I find that most systems have two common problems:
1) poor choice of clustered index. This causes performance problems because the data isn't organised efficiently on the disk (even on SSDs, this matters).
2) overlapping indexes (multiple indexes sharing similar column sets). This causes performance problems because of volume of updates required, and 'challenges the SQL optimizer'.
Having saved my 'CREATE' script, I will often then modify and/or delete indexes based on:
a) an understanding of the data and how it is used in the user interface, and the reports that my users care about, and
b) the results of diagnostic tools (like SQL's own performance analyzer, a.k.a. DTA).
Overlapping indexes need to be dealt with using analysis tools, but clustered indexes usually have some basic things that can be addressed without a lot of analysis, which is where I'm going with this.
By default, most JIWA tables are clustered on a random RECID (char(
n) or uniqueidentifier, depending on the vintage of the table). Once they get hit hard enough, or they're big enough, it can become a problem and it becomes worth reviewing them (while there are probably many tables that would benefit from tuning, the tuning work has to be weighed up against the return on the investment).
In my experience, the JIWA tables that cause problems usually have a good alternative field that can be used instead.
For example, SO_Main has an InvoiceNo that is (usually) increased for each new sales order. It also already has a unique index on the InvoiceNo column. So this will (typically) make a good clustered index. So I swap the 'clustered' attribute on the indexes for InvoiceID and InvoiceNo (keeping InvoiceID as the primary key):
- Code: Select all
DROP INDEX [SO_MainInvoiceNo] ON [dbo].[SO_Main];
ALTER TABLE [dbo].[SO_Main] DROP CONSTRAINT [PK_SO_Main] WITH ( ONLINE = OFF );
CREATE UNIQUE CLUSTERED INDEX [SO_MainInvoiceNo] ON [dbo].[SO_Main]([InvoiceNo] ASC);
ALTER TABLE [dbo].[SO_Main] ADD CONSTRAINT [PK_SO_Main] PRIMARY KEY NONCLUSTERED([InvoiceID] ASC)
Note that the new clustered index is created *before* the new primary key. This is because creating a new clustered index will physically re-arrange the table on disk (don't be doing this during a busy time on your database), and will then rebuild all the other indexes on the table.

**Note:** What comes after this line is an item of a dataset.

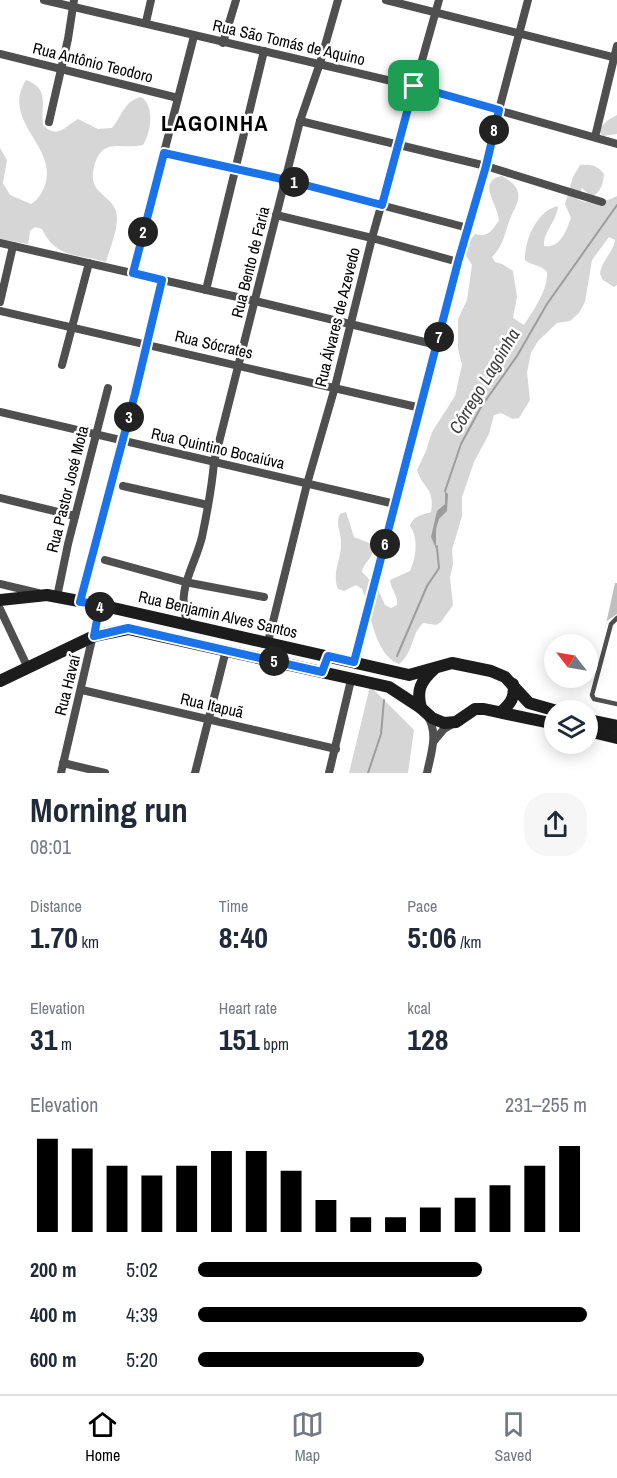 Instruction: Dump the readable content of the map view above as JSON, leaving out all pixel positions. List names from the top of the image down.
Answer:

Some tables are a bit trickier, having an absence of an obvious auto-increasing field like an order number. However, you can usually find an alternative which is at least better than completely random.
E.g. 1) SO_History. For SO_History, I would consider the combination of InvoiceID + HistoryNo (I suspect this should probably be unique as well, but that's not how it is in my latest JIWA demo DB).
E.g. 2) SO_Lines. I would go for SalesOrderHistoryID + LineNo (which is also a unique index by default - IX_SO_Lines_InvoiceHistoryID_LineNum):
- Code: Select all
DROP INDEX [SO_LinesPrimaryKey] ON [dbo].[SO_Lines];
DROP INDEX [IX_SO_Lines_InvoiceHistoryID_LineNum] ON [dbo].[SO_Lines];
CREATE UNIQUE CLUSTERED INDEX [IX_SO_Lines_InvoiceHistoryID_LineNum] ON [dbo].[SO_Lines] ([InvoiceHistoryID] ASC, [LineNum] ASC);
CREATE UNIQUE NONCLUSTERED INDEX [SO_LinesPrimaryKey] ON [dbo].[SO_Lines] ([InvoiceLineID] ASC);
(note that the 'primary key' index isn't defined as a *primary key constraint*, but that's ok if it is at least a unique index)
For SO_Lines, clustering on InvoiceHistoryID also means that all the lines for your order are likely to be in the same SQL data block, making them more efficient to fetch and less likely to cause locking problems.
Notes:
If you're using SSDs, many index performance problems will be dramatically mitigated by the performance of an SSD, but you nonetheless will be generating unnecessary I/O against the database, which will increase the wear-and-tear on your device, and reduce the performance of your system. Locking problems will also still apply on SSDs when indexes are wrong.